* _REQUIRED WORK_:
Reproduce the records exactly, but not the pictures.
++++ SOURCE MATERIAL
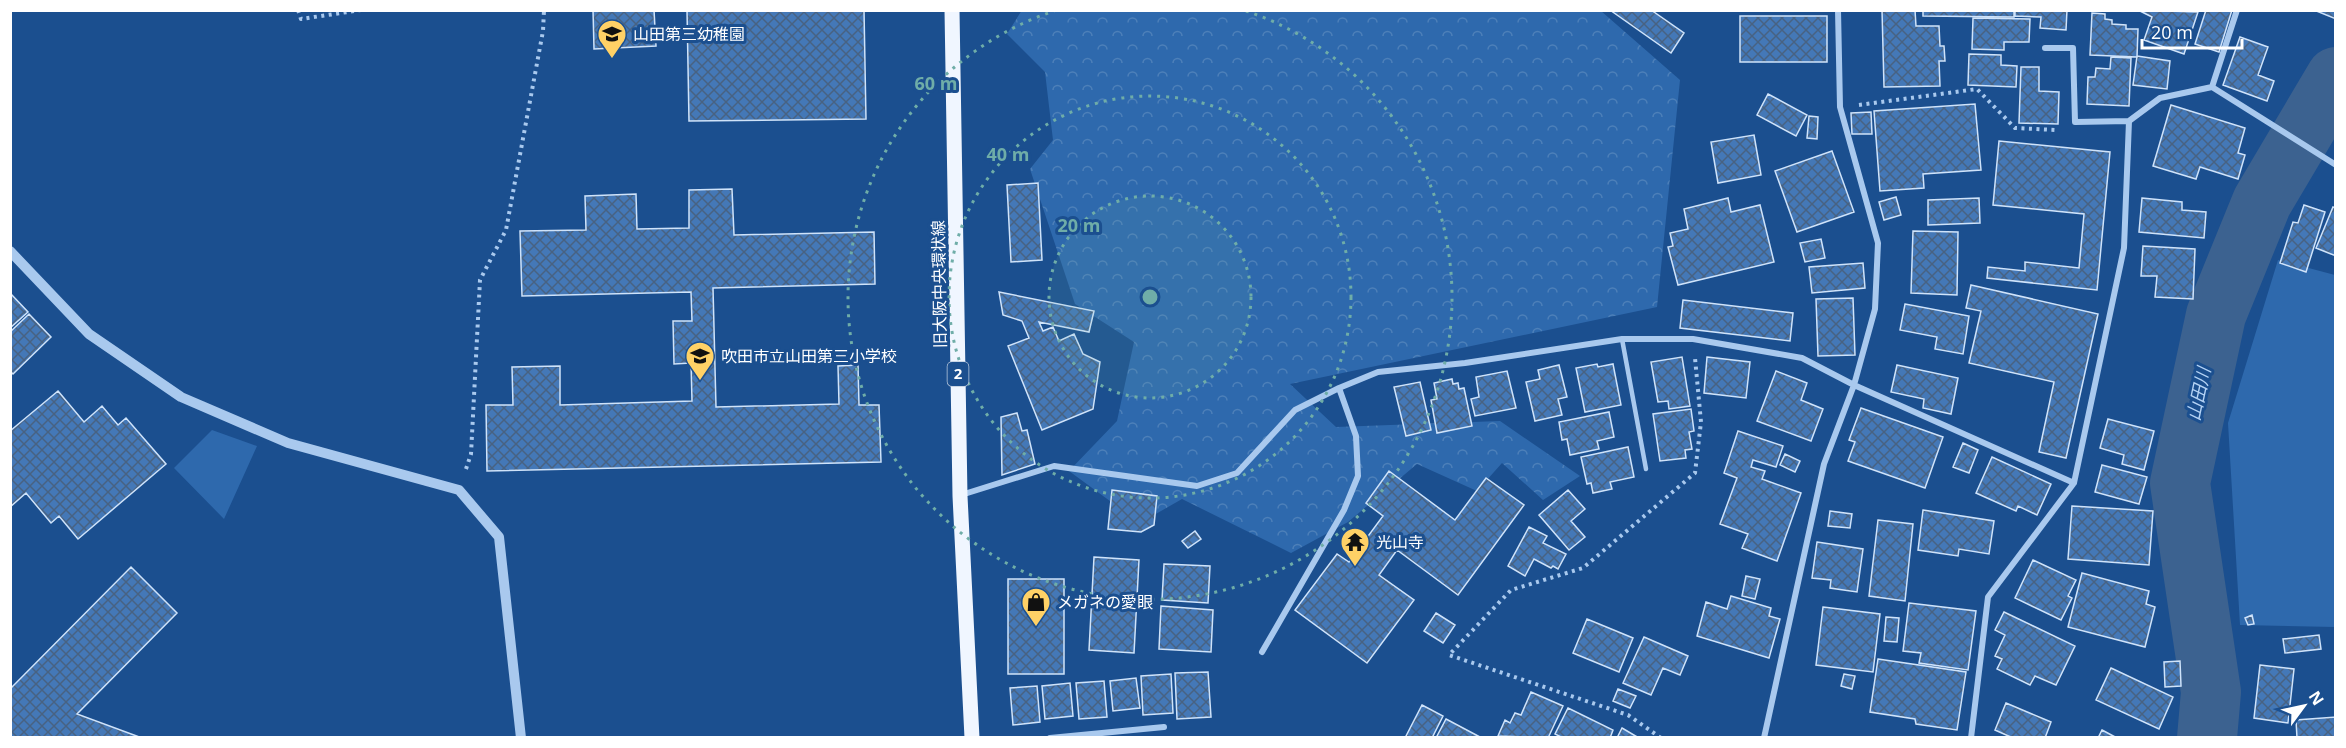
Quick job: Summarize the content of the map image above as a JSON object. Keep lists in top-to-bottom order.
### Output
{
  "streets": {
    "main road": ["旧大阪中央環状線", "2"]
  },
  "water": ["山田川"],
  "places": {
    "school or university": ["山田第三幼稚園", "吹田市立山田第三小学校"],
    "temple": ["光山寺"],
    "shop": ["メガネの愛眼"]
  },
  "scale_bar": "20 m",
  "north": "top right",
  "rings": ["60 m", "40 m", "20 m"]
}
++++++++
* _RESPONSE TO THIS EXERCISE_:
Quick job: Summarize the content of the map image above as a JSON object. Keep lists in top-to-bottom order.
### Output
{
  "streets": {
    "main road": ["旧大阪中央環状線", "2"]
  },
  "water": ["山田川"],
  "places": {
    "school or university": ["山田第三幼稚園", "吹田市立山田第三小学校"],
    "temple": ["光山寺"],
    "shop": ["メガネの愛眼"]
  },
  "scale_bar": "20 m",
  "north": "top right",
  "rings": ["60 m", "40 m", "20 m"]
}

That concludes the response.